Pathway-oriented visualization of genomic information enables biologists to interpret data in the context of biological processes and systems. We developed GenMAPP (Gene Map Annotator and Pathway Profiler) as a free, open-source, stand-alone computer program for organizing, analyzing, and sharing genome-scale data in the context of biological pathways. This program is widely used for DMA microarray studies (>12,000 unique user registrations, >200 publications). Continuing demands of our users and the ever-increasing size and complexity of datasets now require a major revision of GenMAPP. We have formed key alliances with other open-source bioinformatics pathway projects whose efforts complement GenMAPP. We joined the Cytoscape (www.cytoscape.org) consortium as core developers so that we can build GenMAPP-CS using the advanced layout and visualization tools already available in Cytoscape. To facilitate pathway exchange, we are working closely with community-driven standards, (e.g. BioPAX and SBML) and several major public pathway databases (e.g., Reactome;www.reactome.org) to enhance pathway content and exchange. To implement this plan, we propose three specific aims.

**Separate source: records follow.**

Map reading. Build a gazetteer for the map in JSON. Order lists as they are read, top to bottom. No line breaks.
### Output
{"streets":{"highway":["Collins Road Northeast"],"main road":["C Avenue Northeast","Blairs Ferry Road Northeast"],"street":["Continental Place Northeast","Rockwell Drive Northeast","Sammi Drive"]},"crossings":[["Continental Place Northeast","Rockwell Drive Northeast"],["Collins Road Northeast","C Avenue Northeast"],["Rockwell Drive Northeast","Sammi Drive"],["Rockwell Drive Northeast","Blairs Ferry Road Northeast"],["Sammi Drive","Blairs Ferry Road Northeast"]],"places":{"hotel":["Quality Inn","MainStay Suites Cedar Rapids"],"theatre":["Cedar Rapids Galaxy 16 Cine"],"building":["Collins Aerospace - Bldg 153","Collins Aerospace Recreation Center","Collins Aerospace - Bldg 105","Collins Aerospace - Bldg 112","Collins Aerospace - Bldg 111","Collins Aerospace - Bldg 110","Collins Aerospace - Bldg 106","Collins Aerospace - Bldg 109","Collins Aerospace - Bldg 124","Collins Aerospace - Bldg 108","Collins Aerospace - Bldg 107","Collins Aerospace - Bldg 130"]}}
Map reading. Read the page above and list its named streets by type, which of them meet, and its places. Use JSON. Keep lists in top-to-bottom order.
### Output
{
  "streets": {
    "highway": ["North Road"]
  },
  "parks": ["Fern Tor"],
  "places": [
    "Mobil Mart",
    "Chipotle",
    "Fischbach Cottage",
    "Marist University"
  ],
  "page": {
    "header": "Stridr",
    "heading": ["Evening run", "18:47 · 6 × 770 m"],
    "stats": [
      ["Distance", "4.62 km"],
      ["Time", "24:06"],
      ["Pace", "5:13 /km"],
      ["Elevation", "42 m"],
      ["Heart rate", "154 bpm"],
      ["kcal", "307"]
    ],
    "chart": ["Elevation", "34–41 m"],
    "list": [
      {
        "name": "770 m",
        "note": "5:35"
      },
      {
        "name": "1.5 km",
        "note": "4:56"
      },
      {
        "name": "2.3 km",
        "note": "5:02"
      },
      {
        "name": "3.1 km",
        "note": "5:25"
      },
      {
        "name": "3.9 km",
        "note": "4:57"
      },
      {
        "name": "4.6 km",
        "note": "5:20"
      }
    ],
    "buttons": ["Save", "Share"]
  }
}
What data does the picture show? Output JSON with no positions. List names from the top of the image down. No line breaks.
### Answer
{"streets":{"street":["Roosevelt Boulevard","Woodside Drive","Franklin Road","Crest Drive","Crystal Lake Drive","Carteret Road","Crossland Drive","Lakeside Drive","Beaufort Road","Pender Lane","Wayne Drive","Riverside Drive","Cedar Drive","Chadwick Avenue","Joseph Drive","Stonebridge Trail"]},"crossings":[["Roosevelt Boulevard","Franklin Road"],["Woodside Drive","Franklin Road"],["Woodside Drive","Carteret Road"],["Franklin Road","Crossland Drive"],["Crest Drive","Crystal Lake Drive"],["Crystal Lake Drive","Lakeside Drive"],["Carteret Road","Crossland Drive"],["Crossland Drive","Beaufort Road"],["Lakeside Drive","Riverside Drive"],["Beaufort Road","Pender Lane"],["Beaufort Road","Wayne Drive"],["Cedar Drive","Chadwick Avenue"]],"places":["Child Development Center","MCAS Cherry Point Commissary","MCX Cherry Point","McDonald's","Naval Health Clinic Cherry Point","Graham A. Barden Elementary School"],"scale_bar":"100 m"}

Specific Aim 1 : To build GenMAPP-CS, a client-server version of GenMAPP, to provide a dynamic environment for visualizing and analyzing genomic data on biological pathways. GenMAPP-CS is being developed as an open-source, Java-based program to visualize and analyze datasets that exceed GenMAPP's current capabilities by 10-100-fold, while maintaining user interfaces and specific functions intuitive to biologists.
Specific Aim 2 : To dynamically integrate GenMAPP-CS with major gene and pathway databases for over 20 major model organisms. The new GenMAPP-CS architecture will allow us to integrate gene exon, single nucleotide polymorphism (SNP), and protein domain information with probe information at a scale that is impractical in GenMAPP 2.0.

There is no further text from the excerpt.